Harry Bradshaw

Personal information
- Full name: Henry Bradshaw
- Date of birth: 1853
- Place of birth: Burnley, England
- Date of death: 28 September 1924 (aged 71)
- Place of death: Wandsworth, London, England

Managerial career
- Years: Team
- 1894–1899: Burnley
- 1899–1904: Woolwich Arsenal
- 1904–1909: Fulham

= Harry Bradshaw (football manager) =

English football manager

Henry Bradshaw (1853 - 28 September 1924) was an English football manager.

Although he was never a professional footballer himself, Bradshaw was a committee member of Burnley since 1887. In August 1894, he became Burnley's inaugural first team manager. In 1896–97, the team was relegated from the First Division after finishing bottom and losing the test matches, but they were promoted straight back up again the following season. Back in the top flight, Burnley finished third in 1898–99, the then best position in the club's history.

In the summer of 1899, Bradshaw moved south to Second Division Woolwich Arsenal, and achieved promotion with them as well. He signed several influential players including Archie Cross, Percy Sands, Jimmy Jackson and Jimmy Ashcroft for Arsenal, and brought in a Scottish style of play with short passing and fluid movement into position. After several seasons of near-misses, Arsenal finished second in 1903-04 and won promotion to the First Division, for the first time in the club's history. Eighteen of the twenty Arsenal players in the squad had been Bradshaw's signings.
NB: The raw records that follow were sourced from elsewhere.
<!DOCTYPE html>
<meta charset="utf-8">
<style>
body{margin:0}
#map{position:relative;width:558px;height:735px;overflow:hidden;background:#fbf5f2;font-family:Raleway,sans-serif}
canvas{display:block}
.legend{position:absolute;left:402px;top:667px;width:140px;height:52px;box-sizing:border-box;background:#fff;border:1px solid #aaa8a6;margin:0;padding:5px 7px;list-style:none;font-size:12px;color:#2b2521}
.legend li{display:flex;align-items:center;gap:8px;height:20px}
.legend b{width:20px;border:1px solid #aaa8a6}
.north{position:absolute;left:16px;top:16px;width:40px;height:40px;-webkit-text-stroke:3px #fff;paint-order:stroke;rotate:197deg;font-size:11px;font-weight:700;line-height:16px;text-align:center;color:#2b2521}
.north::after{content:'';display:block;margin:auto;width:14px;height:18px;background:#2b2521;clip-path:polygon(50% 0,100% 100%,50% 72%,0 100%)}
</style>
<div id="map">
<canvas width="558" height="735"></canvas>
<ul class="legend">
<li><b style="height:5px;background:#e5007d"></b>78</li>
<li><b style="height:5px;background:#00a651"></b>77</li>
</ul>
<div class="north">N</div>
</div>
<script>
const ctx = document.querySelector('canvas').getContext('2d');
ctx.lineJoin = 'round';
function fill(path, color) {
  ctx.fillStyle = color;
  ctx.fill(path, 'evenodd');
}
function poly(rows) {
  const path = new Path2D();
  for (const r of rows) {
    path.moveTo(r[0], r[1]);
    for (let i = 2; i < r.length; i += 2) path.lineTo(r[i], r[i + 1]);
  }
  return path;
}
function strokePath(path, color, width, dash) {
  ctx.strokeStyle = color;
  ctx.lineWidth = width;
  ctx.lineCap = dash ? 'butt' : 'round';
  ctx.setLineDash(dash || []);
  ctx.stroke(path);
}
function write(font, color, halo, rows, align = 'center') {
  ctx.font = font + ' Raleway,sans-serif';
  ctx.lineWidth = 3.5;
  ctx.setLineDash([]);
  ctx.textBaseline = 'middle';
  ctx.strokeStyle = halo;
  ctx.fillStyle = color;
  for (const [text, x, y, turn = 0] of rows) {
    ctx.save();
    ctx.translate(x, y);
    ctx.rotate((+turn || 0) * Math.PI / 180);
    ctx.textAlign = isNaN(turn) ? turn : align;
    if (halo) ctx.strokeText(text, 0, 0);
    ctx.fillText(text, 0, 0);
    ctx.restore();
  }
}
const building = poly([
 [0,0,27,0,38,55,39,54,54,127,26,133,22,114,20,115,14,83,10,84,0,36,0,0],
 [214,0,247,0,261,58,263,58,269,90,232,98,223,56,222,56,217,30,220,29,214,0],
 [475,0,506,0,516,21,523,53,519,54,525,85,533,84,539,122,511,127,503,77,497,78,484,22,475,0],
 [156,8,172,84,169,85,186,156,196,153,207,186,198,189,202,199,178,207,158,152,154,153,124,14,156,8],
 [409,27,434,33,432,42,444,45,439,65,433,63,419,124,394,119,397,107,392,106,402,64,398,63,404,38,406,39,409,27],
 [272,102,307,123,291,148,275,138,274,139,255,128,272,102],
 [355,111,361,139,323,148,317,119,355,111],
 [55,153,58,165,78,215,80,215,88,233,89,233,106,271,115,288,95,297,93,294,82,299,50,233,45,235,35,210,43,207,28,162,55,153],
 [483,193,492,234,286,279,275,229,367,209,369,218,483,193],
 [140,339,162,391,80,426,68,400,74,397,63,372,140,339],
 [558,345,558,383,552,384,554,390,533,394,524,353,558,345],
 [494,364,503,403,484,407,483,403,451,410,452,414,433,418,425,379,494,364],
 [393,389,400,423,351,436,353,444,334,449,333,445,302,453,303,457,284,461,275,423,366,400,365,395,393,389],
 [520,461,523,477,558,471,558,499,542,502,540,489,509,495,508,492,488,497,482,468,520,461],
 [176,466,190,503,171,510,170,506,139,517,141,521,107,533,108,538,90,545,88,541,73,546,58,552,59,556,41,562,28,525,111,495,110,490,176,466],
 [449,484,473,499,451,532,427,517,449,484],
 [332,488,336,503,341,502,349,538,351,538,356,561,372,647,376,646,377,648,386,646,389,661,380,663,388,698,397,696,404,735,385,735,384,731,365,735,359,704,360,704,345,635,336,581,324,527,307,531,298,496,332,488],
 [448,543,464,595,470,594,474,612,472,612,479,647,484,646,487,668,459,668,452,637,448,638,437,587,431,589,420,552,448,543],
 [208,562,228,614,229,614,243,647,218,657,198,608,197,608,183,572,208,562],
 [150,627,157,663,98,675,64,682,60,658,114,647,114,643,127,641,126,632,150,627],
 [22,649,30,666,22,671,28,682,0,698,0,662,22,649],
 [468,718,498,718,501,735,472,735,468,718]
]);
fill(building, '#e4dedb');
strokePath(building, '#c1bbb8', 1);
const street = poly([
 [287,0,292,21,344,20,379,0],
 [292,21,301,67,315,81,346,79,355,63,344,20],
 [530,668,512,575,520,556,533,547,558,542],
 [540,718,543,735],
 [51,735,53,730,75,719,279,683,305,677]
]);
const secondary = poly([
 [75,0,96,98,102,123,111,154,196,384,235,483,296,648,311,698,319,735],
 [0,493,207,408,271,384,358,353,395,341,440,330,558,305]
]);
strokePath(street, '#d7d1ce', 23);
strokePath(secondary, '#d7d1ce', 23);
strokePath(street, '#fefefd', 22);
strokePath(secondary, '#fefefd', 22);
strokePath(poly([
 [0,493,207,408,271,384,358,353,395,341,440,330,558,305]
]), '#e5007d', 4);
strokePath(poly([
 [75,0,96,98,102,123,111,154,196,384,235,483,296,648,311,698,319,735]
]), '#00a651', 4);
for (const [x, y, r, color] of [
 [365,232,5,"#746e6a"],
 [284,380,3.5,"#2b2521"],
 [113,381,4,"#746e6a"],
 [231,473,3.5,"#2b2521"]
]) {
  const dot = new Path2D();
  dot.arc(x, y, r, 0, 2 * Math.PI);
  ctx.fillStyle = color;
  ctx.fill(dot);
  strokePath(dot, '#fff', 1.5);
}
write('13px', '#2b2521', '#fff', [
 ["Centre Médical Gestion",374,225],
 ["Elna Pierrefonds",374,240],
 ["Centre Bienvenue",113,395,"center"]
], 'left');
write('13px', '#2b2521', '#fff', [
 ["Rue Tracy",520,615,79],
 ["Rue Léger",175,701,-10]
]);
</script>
However, he never oversaw Arsenal at the top, as he joined Southern League side Fulham in the summer of 1904, becoming the club's first professional manager. At Fulham, he won the Southern League title twice in succession, and won election to the Second Division at the end of 1906-07. In their first season at the top, Fulham finished fourth and reached the semi-finals of the FA Cup; however, they could not maintain their ascendance and only finished tenth the next season. Bradshaw continued to manage Fulham until his contract expired in 1909.

Bradshaw declined to continue as Fulham manager and instead went on to become secretary of the Southern League, a post he held until his retirement in 1921. He died in 1924. His sons, Joe Bradshaw and William Bradshaw, played for Arsenal and Fulham under him, and Joe went on to follow in his father's footsteps and was manager of Fulham between 1926 and 1929.